Center for Communications, Health and the Environment
|Summer 2009||Vol. 4, Issue 1|
Developed and Developing Nations Face Obesity Challenge
Obesity and Overnutrition Trump Undernutrition in Newly Affluent Nations
Fatness was once a sign of power, prestige and beauty worldwide. Consider King Henry VIII, Fat Men’s Clubs and their well-to-do “fat cat” members, 200-pound “American beauty” and stage star Lillian Russell, and even the 13th century Mongol ruler and founder of the Yuan Dynasty, Kublai Khan.
To be fat communicated prosperity and success, especially in countries historically prone to food shortages and famine, such as China and India. But until the past half-century, most Chinese and Indians were slim, either because they were engaged in physically demanding professions, or because they were impoverished and undernourished.
In a study published in the July 2008 issue of Obesity, researchers at the Johns Hopkins Bloomberg School of Public Health conclude that unless eating or exercise habits change, 86 percent of the American population will be overweight or obese by 2030. Meanwhile, more than a third of American adults – over 72 million people – were already obese in 2005 and 2006, according to the Centers for Disease Control and Prevention (CDC).

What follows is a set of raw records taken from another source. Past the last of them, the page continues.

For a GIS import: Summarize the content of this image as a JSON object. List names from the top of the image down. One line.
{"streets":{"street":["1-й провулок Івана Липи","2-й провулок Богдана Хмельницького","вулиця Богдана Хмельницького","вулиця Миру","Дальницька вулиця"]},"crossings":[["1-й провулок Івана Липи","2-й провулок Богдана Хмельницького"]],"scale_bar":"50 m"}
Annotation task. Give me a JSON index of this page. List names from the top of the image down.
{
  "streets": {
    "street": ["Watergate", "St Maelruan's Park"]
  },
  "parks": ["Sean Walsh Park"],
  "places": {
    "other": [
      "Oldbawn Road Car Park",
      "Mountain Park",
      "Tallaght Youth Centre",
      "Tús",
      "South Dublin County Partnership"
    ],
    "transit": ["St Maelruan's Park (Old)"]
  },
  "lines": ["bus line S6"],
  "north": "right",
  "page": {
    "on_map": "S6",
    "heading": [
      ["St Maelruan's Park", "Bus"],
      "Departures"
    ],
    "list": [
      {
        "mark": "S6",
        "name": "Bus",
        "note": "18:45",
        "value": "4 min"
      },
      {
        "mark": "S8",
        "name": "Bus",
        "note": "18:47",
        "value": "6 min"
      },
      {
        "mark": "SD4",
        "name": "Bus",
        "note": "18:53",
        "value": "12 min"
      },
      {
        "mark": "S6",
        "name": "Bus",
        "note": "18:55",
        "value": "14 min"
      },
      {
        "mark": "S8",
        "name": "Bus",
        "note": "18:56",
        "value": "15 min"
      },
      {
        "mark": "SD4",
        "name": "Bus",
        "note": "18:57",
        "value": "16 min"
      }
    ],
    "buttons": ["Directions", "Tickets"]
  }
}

But America is not alone. “[A]ll of a sudden we're seeing the same problems in places where 20 years ago all they worried about was hunger: in Egypt, and among blacks in South Africa, and in China, where a third of adults now are overweight and obese,” points out Barry Popkin, professor of global nutrition at the University of North Carolina at Chapel Hill, in a December 2008 Newsweek Web interview. “In Mexico, nobody was overweight 15 years ago; now 71 percent of Mexican women and 66 percent of men are.”
According to experts across the globe, the world’s obesity epidemic stems from a major shift in diet over the past century from primarily cereals to substantially animal products and fats, as well as an overall increased caloric intake, accompanied by a decline in physical work and activity precipitated by urbanization, and the rise and ubiquitousness of technology, motorized transportation and sedentary leisure activities, such as television viewing. In short, we are embracing less healthy food and more sedentary lifestyles.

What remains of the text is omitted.